* _Work to be completed_
Among the entries below, please show each line that carries the word "function".

----------------------------------------

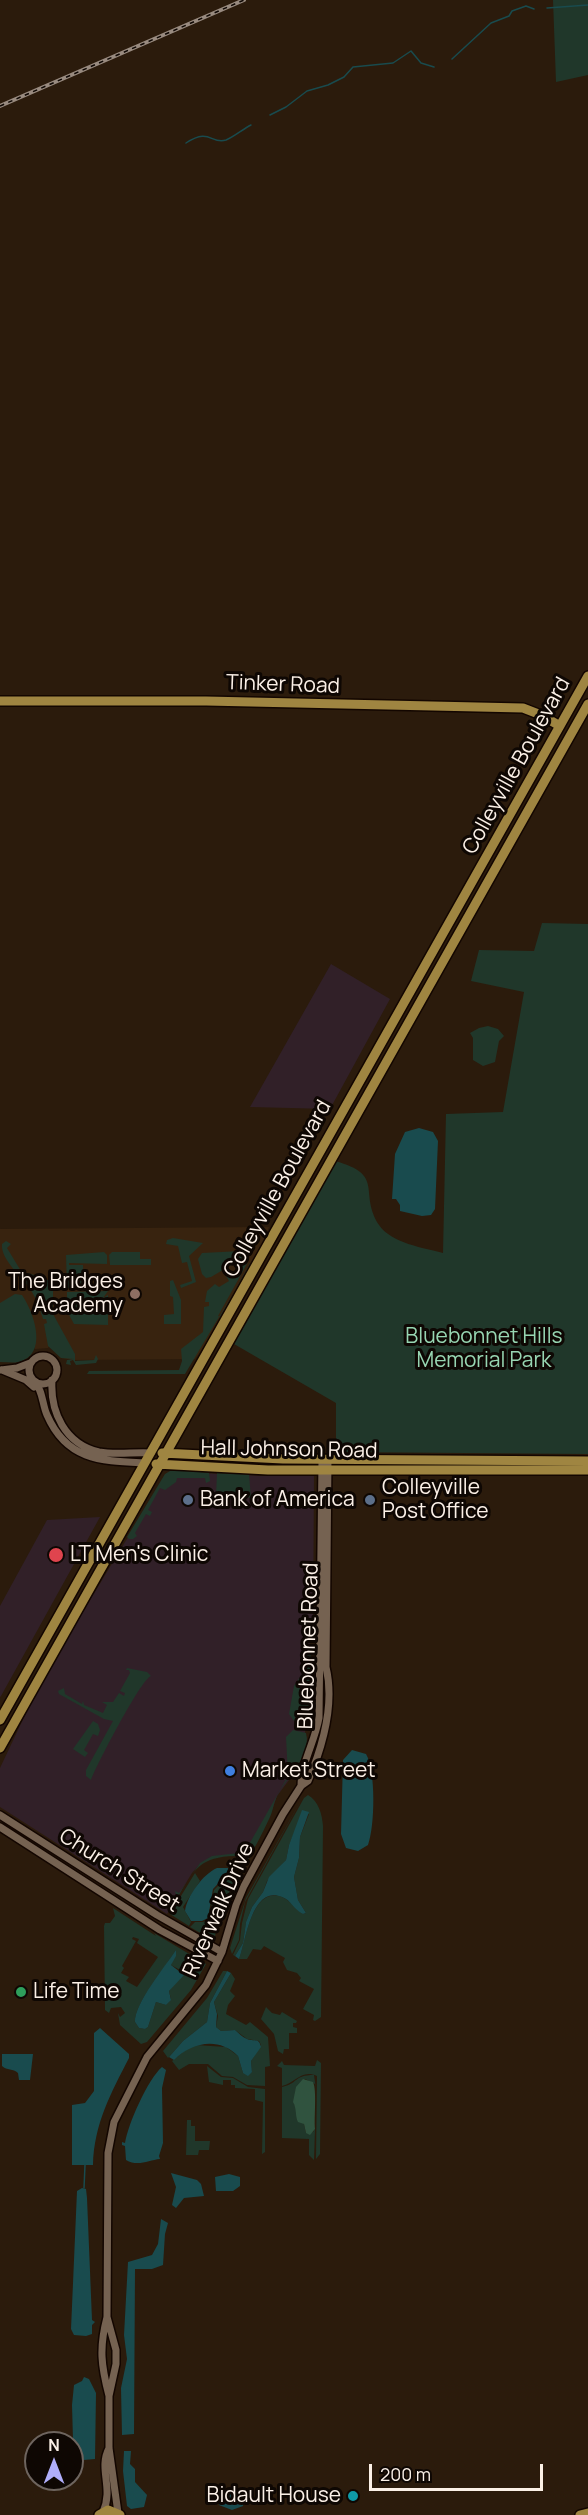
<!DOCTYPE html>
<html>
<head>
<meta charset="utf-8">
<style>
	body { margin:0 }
	#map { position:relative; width:588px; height:2515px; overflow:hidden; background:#2b1b0c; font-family:Manrope,sans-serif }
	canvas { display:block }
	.north { position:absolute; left:24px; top:2431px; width:60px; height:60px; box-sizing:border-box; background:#0e0703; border:2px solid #6d645e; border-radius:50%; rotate:0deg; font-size:16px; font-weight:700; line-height:24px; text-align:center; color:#fbf0e7 }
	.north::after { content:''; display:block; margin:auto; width:21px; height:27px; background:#b0aefa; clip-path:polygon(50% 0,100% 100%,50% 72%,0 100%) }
	.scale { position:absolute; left:369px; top:2464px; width:174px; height:27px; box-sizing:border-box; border:3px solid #fbf0e7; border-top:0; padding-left:8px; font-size:18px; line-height:21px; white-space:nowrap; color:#fbf0e7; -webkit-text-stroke:4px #0e0703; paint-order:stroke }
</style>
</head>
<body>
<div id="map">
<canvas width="588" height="2515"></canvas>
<div class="north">N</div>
<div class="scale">200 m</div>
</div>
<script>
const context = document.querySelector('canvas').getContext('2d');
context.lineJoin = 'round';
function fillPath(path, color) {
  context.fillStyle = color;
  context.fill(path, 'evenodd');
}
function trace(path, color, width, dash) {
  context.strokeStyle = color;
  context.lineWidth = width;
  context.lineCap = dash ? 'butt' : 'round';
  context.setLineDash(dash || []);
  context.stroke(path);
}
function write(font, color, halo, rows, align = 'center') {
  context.font = font + ' Manrope,sans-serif';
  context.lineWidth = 6;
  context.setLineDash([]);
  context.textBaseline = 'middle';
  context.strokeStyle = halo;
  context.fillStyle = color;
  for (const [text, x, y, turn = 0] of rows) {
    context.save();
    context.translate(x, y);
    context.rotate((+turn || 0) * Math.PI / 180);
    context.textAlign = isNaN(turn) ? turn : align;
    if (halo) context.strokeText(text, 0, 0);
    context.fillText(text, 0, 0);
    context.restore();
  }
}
fillPath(new Path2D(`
	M331,964L390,999L330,1109L250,1107Z
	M177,1472L266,1476L314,1475L313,1633L310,1637V1720L307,1724L305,1732L307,1739L292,1776L277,1796L269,1819L245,1865L233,1855L217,1857L200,1864L192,1873L167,1914L0,1807V1768L36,1692L69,1635L160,1484Z
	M100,1517L1,1696L0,1697V1606L47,1520Z`), '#312028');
fillPath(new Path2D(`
	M269,1227L255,1262L224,1320L195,1359L74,1360L61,1358L49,1346L48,1348L35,1349V1346L31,1355L23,1361L0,1362V1229Z`), '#38230f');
fillPath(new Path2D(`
	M553,0H588V75L556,82Z
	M542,923L588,924V1454L336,1452V1403L234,1344L335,1161C386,1175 358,1192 379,1225C391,1243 424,1248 443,1253L446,1114L503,1112L524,992L471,981L479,950L534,951Z
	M488,1026L498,1029L504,1036L499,1041L495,1062L483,1066L473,1060V1038L470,1033L479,1028Z
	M173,1238L203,1243L189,1256L196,1282L181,1288L180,1285L192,1281L187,1262L182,1263L178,1246L166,1244L167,1240Z
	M6,1241L11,1244L7,1248L24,1276L28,1273L34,1275V1280H51L53,1275V1282L50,1286H53V1314L75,1354V1361L94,1360L96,1355L98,1359L96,1363L76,1365L73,1360L70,1361L71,1365L66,1364L67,1360L74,1359L61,1358L48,1346L44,1324L47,1323L46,1319H43C40,1310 37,1300 32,1292C25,1279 0,1260 2,1244Z
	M241,1251L244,1254L243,1258L211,1277L206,1278L202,1274L198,1259L202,1253Z
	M104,1252L107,1255V1264L69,1263V1265H83L84,1287L67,1288L66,1255Z
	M112,1252H140V1259H151V1265H110L109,1255Z
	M248,1262L218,1316L220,1317L250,1263V1265L185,1374H87L89,1371L179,1370L182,1361L181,1349L203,1332L204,1307L209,1306V1302H205L207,1291L215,1284L219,1287L229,1281L226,1276Z
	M173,1280L181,1300V1324H164V1315L174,1314L173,1297L170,1296V1281Z
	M108,1291L103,1298L108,1295V1325L74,1324L67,1311V1292Z
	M15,1294L22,1295C33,1311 47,1349 24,1360C17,1364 8,1362 0,1362V1303Z
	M180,1470L209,1473L210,1481L206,1483L205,1478H177L176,1482L165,1490L160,1488L148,1510L152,1512L150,1516L146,1514L135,1533L137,1536L133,1539H129L127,1537L165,1474L170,1471Z
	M217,1473L249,1474L251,1498L238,1495L220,1494L219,1497L216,1496Z
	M311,1645V1710L310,1720L307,1724L294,1721L289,1714L294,1686L306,1668V1648Z
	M127,1668L147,1672L151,1676C141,1679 95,1768 91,1780L86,1776V1770L113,1721L104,1719L59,1694L58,1691L64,1688L65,1694L82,1704L83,1701L84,1705L103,1713L107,1705L102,1702H113L119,1693L124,1696L125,1693L120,1691L130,1673L129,1670H126Z
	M93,1721L98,1724L100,1730L98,1736L93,1734L84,1750L88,1753L85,1757L73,1749Z
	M293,1730L306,1733C312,1757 286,1777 277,1796C273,1804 273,1812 269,1819C262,1835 253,1850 245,1865L235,1856C201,1857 195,1868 179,1895L176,1894L175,1891L179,1893L200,1863L212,1856L239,1853L251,1841L288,1776L286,1737Z
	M304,1795L245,1902L240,1924L239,1940L232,1954L230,1948L246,1898Z
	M308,1795C319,1802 322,1814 323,1826L321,2017L315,2021L313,2020L314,2015L303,2009L314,1989L299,1981L301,1978L297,1973L287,1970L283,1962L285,1958L264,1946L261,1950L253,1949L247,1959H239C246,1941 251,1886 282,1897C290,1900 295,1909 303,1914L306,1913L298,1900L294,1877L299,1858L300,1837L309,1814L301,1817L289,1845L286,1860L267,1881L263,1892L252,1907L246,1922L243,1943L235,1956L233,1955L240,1940L242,1923L248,1899L304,1798Z
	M195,1873L200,1881L183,1907L191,1922L189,1926L170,1914Z
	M228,1876L236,1882L222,1903L219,1915L211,1910L214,1890Z
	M113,1908L156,1936L154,1933L206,1964L191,1990L147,2042L141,2044L120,2025L118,2013L120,2017L125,2013L121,2007L111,2008L109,2013L105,2010L104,1926L105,1923H110L115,1916ZM133,1937L139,1939L137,1943L158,1957L137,1987L126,1981L129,1977L121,1973L124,1968L122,1966L136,1941L132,1939ZM176,1950L171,1965L182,1971L169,1991L171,1999L166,2005L156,2002L148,2027L145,2029L139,2028L135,2022C134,2004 166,1966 176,1950Z
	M211,1912L219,1917L214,1941L190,1927L195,1922H203L209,1919Z
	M223,1971H227L210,2003L207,2022L183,2041L168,2058L163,2051L207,1998Z
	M231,1973L235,1979L230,1991L235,1996L228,2005L226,2014L246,2025L250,2022L268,2037L270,2066L265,2067V2086L247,2085L233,2077L222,2076L208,2064H189L179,2070L172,2061L188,2048L196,2045L226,2047L238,2056L243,2073L252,2072L251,2061L261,2045L259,2041L247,2039L235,2030L221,2031L216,2027L218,2016L214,2002Z
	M266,2007L272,2013L280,2015L282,2012L297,2021L296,2023H293V2027L297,2028V2033H289V2049H284L283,2054L278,2051L274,2034L261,2019Z
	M282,2061L284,2065L315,2066L317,2060L321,2063L320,2154L316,2159L317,2076C301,2069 296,2083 282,2086V2068L277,2066Z
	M207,2066L221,2077L233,2078L248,2087L265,2089V2152L262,2154L263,2102L255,2100V2089L235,2088V2085H231V2080H223V2085L209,2082Z
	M314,2075L316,2089L315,2084L305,2079L296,2090L294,2104L297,2108V2116L304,2124L306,2133L313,2132L315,2129L314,2160L309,2155V2139L282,2138V2087C298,2084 293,2075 314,2075Z
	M187,2120H191V2126H195V2141H210L209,2150H199L198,2155H186Z`), '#20372a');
fillPath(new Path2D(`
	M303,2079L313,2082C317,2090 314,2117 315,2129L310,2135L306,2133L304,2124L298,2122C295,2116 297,2109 293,2102L296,2087Z`), '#30533f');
fillPath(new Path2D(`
	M419,1128L433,1132L438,1141L435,1209L431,1215L422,1216L400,1211V1205L396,1199H392L395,1154L405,1132Z
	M352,1750L366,1754C376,1771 375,1826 368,1845L358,1851L346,1848L341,1834L343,1760Z
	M302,1810L309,1812L300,1837L299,1858L294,1877L298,1900L306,1913L303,1914C294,1910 291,1900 282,1897C251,1885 246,1942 239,1959L235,1956L243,1943L246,1922L252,1907L263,1892L269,1877L286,1860L289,1845Z
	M217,1868H228L229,1872L213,1889L208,1918L202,1921H191L185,1911C187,1896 203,1874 217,1868Z
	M176,1950V1956L171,1965L184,1975L169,1991L171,2000L166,2005L156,2002L148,2027L145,2029L139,2028L135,2022C134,2004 166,1965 176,1950Z
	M227,1971L231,1973L214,2002L217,2014L216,2027L221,2031L235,2030C239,2033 242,2037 247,2039C254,2042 259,2037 261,2047L251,2061L252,2072L248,2076L243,2073L238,2056C218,2036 191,2043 174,2060L169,2057L183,2041L207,2022L210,2003Z
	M100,2028L129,2054V2058C111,2093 94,2124 93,2165H72V2105L85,2103L94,2091V2033Z
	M2,2054H33L30,2080H19L18,2073C13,2068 7,2071 2,2066Z
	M162,2067L166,2070L162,2088L163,2143L159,2156L160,2159C149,2160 138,2167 126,2160L125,2146L122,2145V2142L125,2143C128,2124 148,2079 162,2067Z
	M171,2173L197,2180L201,2184L204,2196L184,2198L176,2208L172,2205L176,2187Z
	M229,2174L240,2177V2186L233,2191H216L215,2177Z
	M82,2188L86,2189L87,2198L92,2320L95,2322L92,2325V2334L86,2336L74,2335L71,2329L77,2191Z
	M161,2219L168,2223L165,2234L163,2265L152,2269H135L134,2434L122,2435L121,2388L127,2359L124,2335L128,2262L152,2255L158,2244Z
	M84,2377L89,2379L96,2393L95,2459L72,2461V2443H52L73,2440L72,2405L74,2385L82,2381Z
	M124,2451H131L130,2464L135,2469V2482L147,2495L144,2507L131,2509L127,2506L123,2471Z
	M224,2489H228L244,2498L243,2506L232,2510L219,2505L218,2499Z`), '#194b4e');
trace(new Path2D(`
	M547,8L588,5
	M452,59L491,23L509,16L512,11L526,6L534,9
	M270,115L286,107L307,91L328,85L344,77L353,67L393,63L411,51L421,63L434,67
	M186,143C210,127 211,145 226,140C234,137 243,129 251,125
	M84,2188L85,2165`), '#194b4e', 1.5);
const minor = new Path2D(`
	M29 1370a14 14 0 1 1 28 0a14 14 0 1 1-28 0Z
	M1,1370L17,1368L30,1363
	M2,1370L26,1380L34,1387
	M52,1380C50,1412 65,1444 99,1452C115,1455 134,1452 151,1453
	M34,1381C43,1390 42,1404 47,1415C67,1461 102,1461 145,1463
	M301,1786C301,1764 315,1741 319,1718L322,1459
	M0,1815L157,1915L222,1952
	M0,1827L160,1930L218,1961
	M107,2317L116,2350V2364L109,2396V2448L118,2513
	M109,2396C101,2365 99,2348 107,2317L108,2153L114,2122L147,2057L206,1985L222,1952L236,1905L244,1886L283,1814L301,1786L308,1781C323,1746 335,1705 326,1667L328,1459
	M103,2512C114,2488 98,2469 109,2448`);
const major = new Path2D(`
	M0,701H206L523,708L541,715L560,726
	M162,1453L283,1459L588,1461
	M156,1464L268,1470H588
	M0,1720L588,676
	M0,1748L588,704
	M99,2515L108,2510L120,2515
	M580,2515L588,2513`);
trace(minor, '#130600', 10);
trace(major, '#130600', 12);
trace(minor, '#756251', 7);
trace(major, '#9f8541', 9);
const rail = new Path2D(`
	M0,106L244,0`);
trace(rail, '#988a7f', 4);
trace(rail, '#0e0703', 1.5, [4.5]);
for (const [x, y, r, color] of [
	[135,1294,6,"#8d6e63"],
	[188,1500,6,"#5c6f8a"],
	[370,1500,6,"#5c6f8a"],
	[56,1555,8,"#e0444e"],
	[230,1771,6,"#3f7fe0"],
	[21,1992,6,"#2e9e5b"],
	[353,2496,6,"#0f9aa8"]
]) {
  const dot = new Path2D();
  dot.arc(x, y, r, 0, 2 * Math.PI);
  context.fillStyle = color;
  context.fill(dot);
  trace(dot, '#0e0703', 2);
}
write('21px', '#fbf0e7', '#0e0703', [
	["Tinker Road",283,685,2],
	["Colleyville Boulevard",517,766,-61],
	["Colleyville Boulevard",278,1189,-61],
	["Hall Johnson Road",289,1450,1],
	["Bluebonnet Road",309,1646,-88],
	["Church Street",119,1871,32],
	["Riverwalk Drive",219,1910,-66]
]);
write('21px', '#fbf0e7', '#0e0703', [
	["The Bridges",123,1282,"right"],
	["Academy",123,1306,"right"],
	["Colleyville",382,1488],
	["Post Office",382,1512],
	["Bank of America",200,1500],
	["LT Men's Clinic",70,1555],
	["Market Street",242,1771],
	["Life Time",33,1992],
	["Bidault House",341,2496,"right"]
], 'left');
write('21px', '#97d6b2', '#0e0703', [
	["Bluebonnet Hills",484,1337],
	["Memorial Park",484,1361]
]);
</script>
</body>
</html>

----------------------------------------

* _Your response_
function fillPath(path, color) {
function trace(path, color, width, dash) {
function write(font, color, halo, rows, align = 'center') {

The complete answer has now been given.